Career Highlights: Term of Trial, The Wedding Gift, A Kind of Loving
First Major Screen Credit: Once a Jolly Swagman (1947)
Biography
British stage and screen actress Thora Hird specialized in loquacious working class types. The wide-eyed, thin-lipped actress seemed destined from birth to portray maids, landladies, clerks and charwomen. To add variety to this narrow acting category, Hird became an expert in a variety of regional British accents. In films from 1940's Spellbound (not the Hitchcock picture of the same name), Thora brightened her fleeting moments in such films as The Courtneys of Curzon Street (1947), The Good Companions (1950), The Galloping Major (1951), The Creeping Unknown (1956) and A Kind of Loving (1962). In 1978, she wrote her autobiography, Seen and Hird. Thora Hird was the mother of Janette Scott, a former child actress who became a popular and attractive film leading lady of the late '50s and early '60s (As Long as They're Happy (1957), Day of the Triffids (1963), etc). ~ Hal Erickson, All Movie Guide
Hird was born in the Lancashire seaside town of Morecambe. Her first ever appearance on stage was when she was two months old in a play her father was managing. Her family background was largely theatrical: her mother, Marie Mayor, had been an actress, while her father managed a number of entertainment venues in Morecambe, to include the Royalty Theatre where she made her first appearance, and the Central Pier. Thora often described her father as her sternest critic and attributed much of her talent as an actress and comedienne to his guidance. Although Hird left Morecambe in the late 1940s, she retained her affection for the town, referring to herself as a "sand grown'un", the colloquial term for anyone born in Morecambe.

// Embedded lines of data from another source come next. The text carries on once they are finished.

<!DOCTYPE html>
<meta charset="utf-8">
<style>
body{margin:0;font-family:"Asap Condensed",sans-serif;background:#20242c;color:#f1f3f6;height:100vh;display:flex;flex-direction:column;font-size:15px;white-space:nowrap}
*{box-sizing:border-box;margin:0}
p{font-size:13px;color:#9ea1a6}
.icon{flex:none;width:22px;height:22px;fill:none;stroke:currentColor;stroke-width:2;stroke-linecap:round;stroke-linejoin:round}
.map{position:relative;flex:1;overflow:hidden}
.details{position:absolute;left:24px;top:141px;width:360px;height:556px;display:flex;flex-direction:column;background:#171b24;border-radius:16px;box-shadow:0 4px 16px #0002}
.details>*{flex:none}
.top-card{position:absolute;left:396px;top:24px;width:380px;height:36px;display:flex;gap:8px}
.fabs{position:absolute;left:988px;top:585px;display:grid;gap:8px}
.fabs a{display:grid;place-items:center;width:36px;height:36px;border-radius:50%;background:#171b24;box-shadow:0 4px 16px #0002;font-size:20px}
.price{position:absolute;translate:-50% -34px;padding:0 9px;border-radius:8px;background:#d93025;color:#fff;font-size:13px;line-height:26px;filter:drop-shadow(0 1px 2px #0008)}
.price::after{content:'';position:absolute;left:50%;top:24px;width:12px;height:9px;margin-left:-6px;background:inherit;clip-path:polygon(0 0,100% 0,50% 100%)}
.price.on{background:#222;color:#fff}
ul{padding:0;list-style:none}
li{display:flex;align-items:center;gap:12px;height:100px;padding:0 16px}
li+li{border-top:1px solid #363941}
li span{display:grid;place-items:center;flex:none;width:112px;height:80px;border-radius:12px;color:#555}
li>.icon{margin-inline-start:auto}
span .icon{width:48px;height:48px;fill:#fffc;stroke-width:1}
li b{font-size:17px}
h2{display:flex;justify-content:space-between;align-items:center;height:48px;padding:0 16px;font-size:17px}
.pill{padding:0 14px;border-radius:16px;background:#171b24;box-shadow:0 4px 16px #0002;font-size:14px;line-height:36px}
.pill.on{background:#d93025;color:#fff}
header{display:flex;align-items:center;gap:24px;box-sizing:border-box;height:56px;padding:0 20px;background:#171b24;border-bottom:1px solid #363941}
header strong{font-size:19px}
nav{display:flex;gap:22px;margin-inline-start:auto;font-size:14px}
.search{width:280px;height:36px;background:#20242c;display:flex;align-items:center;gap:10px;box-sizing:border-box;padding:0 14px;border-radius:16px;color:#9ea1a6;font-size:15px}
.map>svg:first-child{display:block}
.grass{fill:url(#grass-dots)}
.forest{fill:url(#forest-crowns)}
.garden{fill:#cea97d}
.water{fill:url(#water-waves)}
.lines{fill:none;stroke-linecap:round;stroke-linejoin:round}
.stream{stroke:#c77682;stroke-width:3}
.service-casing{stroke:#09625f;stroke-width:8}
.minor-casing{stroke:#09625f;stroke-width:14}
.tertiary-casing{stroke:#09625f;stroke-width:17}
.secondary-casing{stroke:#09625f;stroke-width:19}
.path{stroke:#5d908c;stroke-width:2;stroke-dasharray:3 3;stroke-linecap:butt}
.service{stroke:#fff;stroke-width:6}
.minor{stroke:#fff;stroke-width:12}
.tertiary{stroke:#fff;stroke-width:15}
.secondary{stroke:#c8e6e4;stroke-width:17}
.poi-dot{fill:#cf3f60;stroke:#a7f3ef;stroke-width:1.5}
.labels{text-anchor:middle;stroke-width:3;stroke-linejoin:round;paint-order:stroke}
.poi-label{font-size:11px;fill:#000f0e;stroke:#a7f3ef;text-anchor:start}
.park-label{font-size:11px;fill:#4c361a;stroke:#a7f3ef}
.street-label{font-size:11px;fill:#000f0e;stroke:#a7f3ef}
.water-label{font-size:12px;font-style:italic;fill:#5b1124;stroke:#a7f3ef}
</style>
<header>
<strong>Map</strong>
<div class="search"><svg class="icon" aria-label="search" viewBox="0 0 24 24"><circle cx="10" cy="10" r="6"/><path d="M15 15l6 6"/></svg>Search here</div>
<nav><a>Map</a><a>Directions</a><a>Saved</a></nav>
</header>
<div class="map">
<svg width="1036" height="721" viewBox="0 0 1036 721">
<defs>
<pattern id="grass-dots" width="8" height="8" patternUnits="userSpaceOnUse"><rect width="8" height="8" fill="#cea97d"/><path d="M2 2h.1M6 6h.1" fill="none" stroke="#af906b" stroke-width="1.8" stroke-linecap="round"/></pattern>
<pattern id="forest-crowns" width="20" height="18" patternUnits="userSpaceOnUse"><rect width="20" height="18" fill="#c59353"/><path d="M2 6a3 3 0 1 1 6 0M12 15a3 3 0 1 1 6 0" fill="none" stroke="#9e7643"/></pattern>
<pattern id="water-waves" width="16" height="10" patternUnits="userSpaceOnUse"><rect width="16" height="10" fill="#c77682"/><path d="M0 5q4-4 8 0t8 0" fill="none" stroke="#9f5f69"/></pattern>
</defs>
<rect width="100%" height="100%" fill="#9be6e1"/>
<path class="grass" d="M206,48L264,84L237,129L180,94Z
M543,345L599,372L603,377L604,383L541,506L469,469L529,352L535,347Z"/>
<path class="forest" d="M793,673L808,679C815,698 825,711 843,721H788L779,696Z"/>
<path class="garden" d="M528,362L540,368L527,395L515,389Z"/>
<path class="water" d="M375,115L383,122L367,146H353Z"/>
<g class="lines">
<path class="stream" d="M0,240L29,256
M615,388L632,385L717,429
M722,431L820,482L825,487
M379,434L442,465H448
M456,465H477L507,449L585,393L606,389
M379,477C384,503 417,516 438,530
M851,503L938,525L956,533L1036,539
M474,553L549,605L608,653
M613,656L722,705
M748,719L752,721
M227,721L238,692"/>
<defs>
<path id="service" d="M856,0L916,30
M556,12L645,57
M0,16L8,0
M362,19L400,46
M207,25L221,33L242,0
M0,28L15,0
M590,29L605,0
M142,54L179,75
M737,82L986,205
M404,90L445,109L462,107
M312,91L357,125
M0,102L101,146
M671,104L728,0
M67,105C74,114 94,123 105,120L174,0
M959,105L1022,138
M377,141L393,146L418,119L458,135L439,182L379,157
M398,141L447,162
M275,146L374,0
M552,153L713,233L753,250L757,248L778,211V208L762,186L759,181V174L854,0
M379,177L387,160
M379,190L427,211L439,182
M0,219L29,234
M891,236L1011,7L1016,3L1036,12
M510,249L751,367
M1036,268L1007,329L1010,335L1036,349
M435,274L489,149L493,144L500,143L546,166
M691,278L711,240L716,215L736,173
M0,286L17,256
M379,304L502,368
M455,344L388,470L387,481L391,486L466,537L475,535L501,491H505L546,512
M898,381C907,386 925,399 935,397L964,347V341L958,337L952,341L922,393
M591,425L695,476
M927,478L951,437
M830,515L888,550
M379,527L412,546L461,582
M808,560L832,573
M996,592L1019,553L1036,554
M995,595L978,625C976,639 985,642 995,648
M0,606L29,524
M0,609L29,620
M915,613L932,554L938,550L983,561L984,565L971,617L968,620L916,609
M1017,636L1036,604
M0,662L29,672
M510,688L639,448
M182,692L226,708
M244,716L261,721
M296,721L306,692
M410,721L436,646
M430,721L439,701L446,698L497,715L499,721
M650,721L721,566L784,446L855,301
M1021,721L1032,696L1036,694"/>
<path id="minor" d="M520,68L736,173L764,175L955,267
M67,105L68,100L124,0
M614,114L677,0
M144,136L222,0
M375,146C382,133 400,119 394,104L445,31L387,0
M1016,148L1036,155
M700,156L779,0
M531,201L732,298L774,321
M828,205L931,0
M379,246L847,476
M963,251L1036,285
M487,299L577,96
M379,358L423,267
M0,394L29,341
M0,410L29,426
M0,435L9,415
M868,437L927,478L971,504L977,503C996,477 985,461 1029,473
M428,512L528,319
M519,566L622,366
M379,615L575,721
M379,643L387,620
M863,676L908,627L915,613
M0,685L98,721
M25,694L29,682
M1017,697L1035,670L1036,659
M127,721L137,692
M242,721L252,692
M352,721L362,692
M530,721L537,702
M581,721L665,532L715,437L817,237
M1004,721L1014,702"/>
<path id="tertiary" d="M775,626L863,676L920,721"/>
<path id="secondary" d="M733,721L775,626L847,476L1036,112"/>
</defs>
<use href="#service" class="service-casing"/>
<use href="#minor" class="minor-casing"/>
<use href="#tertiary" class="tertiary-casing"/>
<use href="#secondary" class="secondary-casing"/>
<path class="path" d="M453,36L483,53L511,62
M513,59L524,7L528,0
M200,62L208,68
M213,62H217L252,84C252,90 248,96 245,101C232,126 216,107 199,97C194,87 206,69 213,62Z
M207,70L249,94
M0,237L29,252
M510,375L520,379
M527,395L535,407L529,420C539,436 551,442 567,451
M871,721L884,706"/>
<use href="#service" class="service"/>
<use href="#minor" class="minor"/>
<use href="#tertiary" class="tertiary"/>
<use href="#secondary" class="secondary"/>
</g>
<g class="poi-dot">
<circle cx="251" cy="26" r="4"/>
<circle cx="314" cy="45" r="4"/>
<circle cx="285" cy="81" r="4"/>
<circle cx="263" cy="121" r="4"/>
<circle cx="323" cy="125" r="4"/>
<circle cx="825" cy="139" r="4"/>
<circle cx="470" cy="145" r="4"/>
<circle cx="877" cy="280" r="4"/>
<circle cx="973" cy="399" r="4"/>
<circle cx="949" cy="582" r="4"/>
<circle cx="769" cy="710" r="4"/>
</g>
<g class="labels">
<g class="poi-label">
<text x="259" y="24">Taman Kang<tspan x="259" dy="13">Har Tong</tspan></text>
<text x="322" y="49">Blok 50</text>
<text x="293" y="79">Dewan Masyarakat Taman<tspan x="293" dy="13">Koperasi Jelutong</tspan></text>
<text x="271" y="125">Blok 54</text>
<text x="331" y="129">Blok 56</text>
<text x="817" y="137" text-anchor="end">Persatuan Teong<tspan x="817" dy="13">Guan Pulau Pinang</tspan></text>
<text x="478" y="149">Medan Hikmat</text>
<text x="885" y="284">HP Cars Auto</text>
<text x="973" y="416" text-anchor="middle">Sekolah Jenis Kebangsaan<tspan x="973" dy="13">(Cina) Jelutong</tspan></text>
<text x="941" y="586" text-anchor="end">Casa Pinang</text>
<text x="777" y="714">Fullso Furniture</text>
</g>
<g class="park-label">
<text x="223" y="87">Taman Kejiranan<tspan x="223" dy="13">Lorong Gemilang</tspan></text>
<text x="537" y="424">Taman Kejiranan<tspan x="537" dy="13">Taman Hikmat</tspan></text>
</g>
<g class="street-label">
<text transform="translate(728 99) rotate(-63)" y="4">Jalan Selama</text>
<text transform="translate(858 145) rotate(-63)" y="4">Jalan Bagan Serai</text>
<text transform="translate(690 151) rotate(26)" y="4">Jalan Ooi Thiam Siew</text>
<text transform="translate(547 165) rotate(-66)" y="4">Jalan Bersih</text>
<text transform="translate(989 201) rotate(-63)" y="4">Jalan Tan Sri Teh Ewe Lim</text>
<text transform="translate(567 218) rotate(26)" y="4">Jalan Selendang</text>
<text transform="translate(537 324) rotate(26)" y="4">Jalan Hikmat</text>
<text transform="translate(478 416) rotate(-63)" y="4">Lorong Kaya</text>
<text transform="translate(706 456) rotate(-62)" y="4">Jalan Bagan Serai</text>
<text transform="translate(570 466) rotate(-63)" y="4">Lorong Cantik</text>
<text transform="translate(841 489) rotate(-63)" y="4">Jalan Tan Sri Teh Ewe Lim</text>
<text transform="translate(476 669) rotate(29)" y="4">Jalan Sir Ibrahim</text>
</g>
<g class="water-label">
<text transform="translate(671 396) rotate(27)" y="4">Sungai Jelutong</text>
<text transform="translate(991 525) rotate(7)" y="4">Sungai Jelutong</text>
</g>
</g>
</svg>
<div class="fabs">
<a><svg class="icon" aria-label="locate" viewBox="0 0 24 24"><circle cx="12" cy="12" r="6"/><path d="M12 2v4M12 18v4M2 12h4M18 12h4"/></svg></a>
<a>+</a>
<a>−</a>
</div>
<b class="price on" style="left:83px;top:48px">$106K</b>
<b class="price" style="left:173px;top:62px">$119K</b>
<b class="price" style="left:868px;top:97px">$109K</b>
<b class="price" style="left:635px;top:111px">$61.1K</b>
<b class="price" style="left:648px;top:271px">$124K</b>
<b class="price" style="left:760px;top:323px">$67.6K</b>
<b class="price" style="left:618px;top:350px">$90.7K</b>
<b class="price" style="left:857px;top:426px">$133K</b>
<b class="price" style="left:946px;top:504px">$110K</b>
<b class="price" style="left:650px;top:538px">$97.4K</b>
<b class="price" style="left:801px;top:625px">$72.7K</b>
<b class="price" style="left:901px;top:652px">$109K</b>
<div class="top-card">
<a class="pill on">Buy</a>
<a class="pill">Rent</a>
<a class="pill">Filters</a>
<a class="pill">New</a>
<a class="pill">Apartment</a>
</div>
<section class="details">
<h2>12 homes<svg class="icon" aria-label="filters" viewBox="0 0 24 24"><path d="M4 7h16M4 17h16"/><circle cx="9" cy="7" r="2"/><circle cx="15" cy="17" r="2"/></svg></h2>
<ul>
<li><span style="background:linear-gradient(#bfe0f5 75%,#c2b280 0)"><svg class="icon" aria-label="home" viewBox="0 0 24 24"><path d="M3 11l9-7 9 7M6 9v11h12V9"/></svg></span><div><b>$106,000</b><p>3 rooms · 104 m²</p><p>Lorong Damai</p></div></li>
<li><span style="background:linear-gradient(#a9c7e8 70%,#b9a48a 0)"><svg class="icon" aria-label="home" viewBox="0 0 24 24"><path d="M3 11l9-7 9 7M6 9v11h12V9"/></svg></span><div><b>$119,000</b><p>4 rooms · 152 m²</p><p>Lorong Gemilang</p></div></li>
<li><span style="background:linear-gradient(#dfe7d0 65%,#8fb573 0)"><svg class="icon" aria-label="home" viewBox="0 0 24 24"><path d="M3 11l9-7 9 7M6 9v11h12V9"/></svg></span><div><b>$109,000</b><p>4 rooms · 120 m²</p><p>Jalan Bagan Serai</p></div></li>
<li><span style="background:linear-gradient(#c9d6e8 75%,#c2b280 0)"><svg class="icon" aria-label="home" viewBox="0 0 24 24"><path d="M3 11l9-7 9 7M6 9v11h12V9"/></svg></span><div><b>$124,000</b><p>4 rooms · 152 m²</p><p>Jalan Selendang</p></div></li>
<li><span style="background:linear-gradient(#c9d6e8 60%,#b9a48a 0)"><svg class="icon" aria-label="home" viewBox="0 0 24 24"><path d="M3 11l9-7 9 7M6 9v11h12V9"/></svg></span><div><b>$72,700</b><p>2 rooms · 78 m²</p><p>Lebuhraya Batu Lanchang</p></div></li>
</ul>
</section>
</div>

Hird was a committed Christian, hosting the religious programme Praise Be!, a spin-off from Songs of Praise on the BBC. Her work for charity and on television in spite of old age and ill health made her an institution. Her advertisements for Churchill stairlifts (often misidentified as Stannah) also maintained her in the public eye.
In December 1998, already using a wheelchair, Dame Thora played a brief but energetic cameo role as the mother of Dolly on Dinnerladies, a character sarcastic and particularly bitter towards her daughter.
Death
She died, aged 91, in March 2003, having suffered a stroke. Hird's energy and resilience were such that, even following the news that she had suffered a stroke, BBC bosses were still hoping that she would recover in order to appear in the next series of Last of the Summer Wine.
Personal life
Hird was the mother of the actress Janette Scott, and thus formerly the mother-in-law of the singer Mel Tormé.